Le diagnostic est souvent posé par un allergologue-immunologue ou un spécialiste des déficits immunitaires (2).

Plusieurs types de tests peuvent être nécessaires :

Bilans sanguins :

  • Une numération formule sanguine (NFS) est réalisée pour vérifier le nombre et les types de cellules sanguines.
  • Les niveaux d'immunoglobulines (IgG, IgA, IgM, IgE) sont mesurés.
  • La réponse des anticorps aux vaccins peut être évaluée.
  • La fonction des cellules immunitaires peut être analysée.
  • Des tests spécifiques peuvent être effectués pour mesurer les composants du complément (1)(2).

Tests génétiques :

  • Les tests génétiques peuvent identifier des mutations spécifiques dans les gènes responsables des DIP.
  • Différents types de tests génétiques existent, ciblant des gènes spécifiques, des panels de gènes ou l'ensemble de l'exome ou du génome.
  • Le conseil génétique joue un rôle important pour comprendre les implications des tests génétiques (1)(2).

Autres tests :

  • Des tests cutanés peuvent être utilisés pour évaluer la fonction des lymphocytes T.
  • Dans certains cas, des biopsies des ganglions lymphatiques ou de la moelle osseuse peuvent être nécessaires.
  • Des examens d'imagerie (radiologie) peuvent être utilisés pour évaluer l'état de certains organes (1)(2).
  • Le dépistage néonatal.

Quels sont les différents traitements possibles ?

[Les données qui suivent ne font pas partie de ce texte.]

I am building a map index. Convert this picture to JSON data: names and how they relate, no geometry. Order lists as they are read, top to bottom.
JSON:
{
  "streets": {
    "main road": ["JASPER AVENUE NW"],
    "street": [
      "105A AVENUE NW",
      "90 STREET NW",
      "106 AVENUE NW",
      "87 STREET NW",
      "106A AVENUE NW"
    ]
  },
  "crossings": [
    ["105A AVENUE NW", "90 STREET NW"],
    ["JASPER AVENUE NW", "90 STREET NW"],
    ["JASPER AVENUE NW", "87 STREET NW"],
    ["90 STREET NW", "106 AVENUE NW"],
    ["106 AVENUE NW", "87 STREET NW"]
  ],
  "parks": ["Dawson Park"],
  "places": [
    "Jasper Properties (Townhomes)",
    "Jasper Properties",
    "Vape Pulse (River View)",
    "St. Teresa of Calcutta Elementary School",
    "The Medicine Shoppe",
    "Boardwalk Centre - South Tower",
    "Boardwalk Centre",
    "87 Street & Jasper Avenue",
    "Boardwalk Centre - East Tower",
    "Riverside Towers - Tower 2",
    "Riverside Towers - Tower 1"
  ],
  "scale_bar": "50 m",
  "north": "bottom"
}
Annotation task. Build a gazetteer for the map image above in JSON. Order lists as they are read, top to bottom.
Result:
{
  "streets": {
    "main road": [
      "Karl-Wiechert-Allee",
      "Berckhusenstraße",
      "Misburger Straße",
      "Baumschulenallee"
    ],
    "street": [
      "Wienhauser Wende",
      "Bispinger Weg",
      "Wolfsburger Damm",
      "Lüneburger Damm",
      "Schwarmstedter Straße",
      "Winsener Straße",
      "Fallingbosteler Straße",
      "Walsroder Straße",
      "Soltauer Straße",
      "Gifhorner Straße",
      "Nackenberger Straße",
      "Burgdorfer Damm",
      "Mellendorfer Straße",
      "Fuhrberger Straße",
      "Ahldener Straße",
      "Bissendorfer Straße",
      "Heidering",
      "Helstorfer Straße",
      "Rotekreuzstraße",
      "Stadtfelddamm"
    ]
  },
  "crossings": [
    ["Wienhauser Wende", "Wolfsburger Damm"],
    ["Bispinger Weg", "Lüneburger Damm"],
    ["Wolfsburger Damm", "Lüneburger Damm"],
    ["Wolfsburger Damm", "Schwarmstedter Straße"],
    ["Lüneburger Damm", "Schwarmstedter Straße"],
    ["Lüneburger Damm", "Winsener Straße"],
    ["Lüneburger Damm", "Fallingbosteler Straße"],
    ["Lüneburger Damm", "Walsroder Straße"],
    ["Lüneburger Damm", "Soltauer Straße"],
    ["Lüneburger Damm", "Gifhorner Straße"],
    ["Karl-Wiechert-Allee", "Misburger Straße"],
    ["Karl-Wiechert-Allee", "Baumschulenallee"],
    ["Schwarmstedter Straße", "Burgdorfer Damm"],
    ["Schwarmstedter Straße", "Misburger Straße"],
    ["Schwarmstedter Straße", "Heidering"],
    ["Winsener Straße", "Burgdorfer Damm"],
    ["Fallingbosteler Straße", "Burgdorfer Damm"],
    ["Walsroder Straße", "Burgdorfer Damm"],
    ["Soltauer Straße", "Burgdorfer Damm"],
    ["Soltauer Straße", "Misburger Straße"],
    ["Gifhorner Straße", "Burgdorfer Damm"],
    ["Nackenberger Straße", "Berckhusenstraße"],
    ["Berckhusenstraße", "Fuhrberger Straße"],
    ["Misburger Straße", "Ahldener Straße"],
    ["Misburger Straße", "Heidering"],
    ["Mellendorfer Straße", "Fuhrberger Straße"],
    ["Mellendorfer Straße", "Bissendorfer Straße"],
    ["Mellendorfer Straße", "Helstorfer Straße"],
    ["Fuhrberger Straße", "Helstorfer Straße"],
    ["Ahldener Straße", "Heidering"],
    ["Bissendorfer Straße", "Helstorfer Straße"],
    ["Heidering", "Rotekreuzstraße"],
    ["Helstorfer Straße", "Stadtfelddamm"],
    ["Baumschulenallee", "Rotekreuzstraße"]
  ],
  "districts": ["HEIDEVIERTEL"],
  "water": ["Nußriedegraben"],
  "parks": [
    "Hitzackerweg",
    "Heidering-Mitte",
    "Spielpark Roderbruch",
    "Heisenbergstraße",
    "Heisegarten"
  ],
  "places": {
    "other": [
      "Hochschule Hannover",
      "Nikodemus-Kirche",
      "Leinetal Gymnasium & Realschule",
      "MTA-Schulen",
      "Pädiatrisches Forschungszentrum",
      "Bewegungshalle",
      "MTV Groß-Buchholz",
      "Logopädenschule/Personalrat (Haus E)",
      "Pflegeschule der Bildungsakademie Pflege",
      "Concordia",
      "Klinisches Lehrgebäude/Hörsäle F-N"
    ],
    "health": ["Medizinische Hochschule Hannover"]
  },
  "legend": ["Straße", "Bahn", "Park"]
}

Bien que la plupart des déficits immunitaires primaires soient incurables, ils sont souvent traitables, permettant à de nombreux patients de mener une vie normale ou quasi normale (8). Les options de traitement varient en fonction du type et de la gravité du déficit :

Thérapie par immunoglobulines (IgIV/IgSC)

Ce traitement consiste à remplacer les anticorps manquants par des anticorps provenant de donneurs sains (3). Les immunoglobulines peuvent être administrées par voie intraveineuse (IgIV) ou sous-cutanée (IgSC) (3). Chaque voie d'administration a ses avantages et ses inconvénients en termes de fréquence, de lieu d'administration et d'effets secondaires potentiels.  L'objectif principal de ce traitement est de prévenir ou de réduire la fréquence et la gravité des infections.

Antibiotiques

Les antibiotiques sont utilisés pour traiter les infections bactériennes et parfois pour les prévenir (antibiotiques prophylactiques). Dans certains cas, des antibiotiques à faible dose peuvent être utilisés à long terme (3).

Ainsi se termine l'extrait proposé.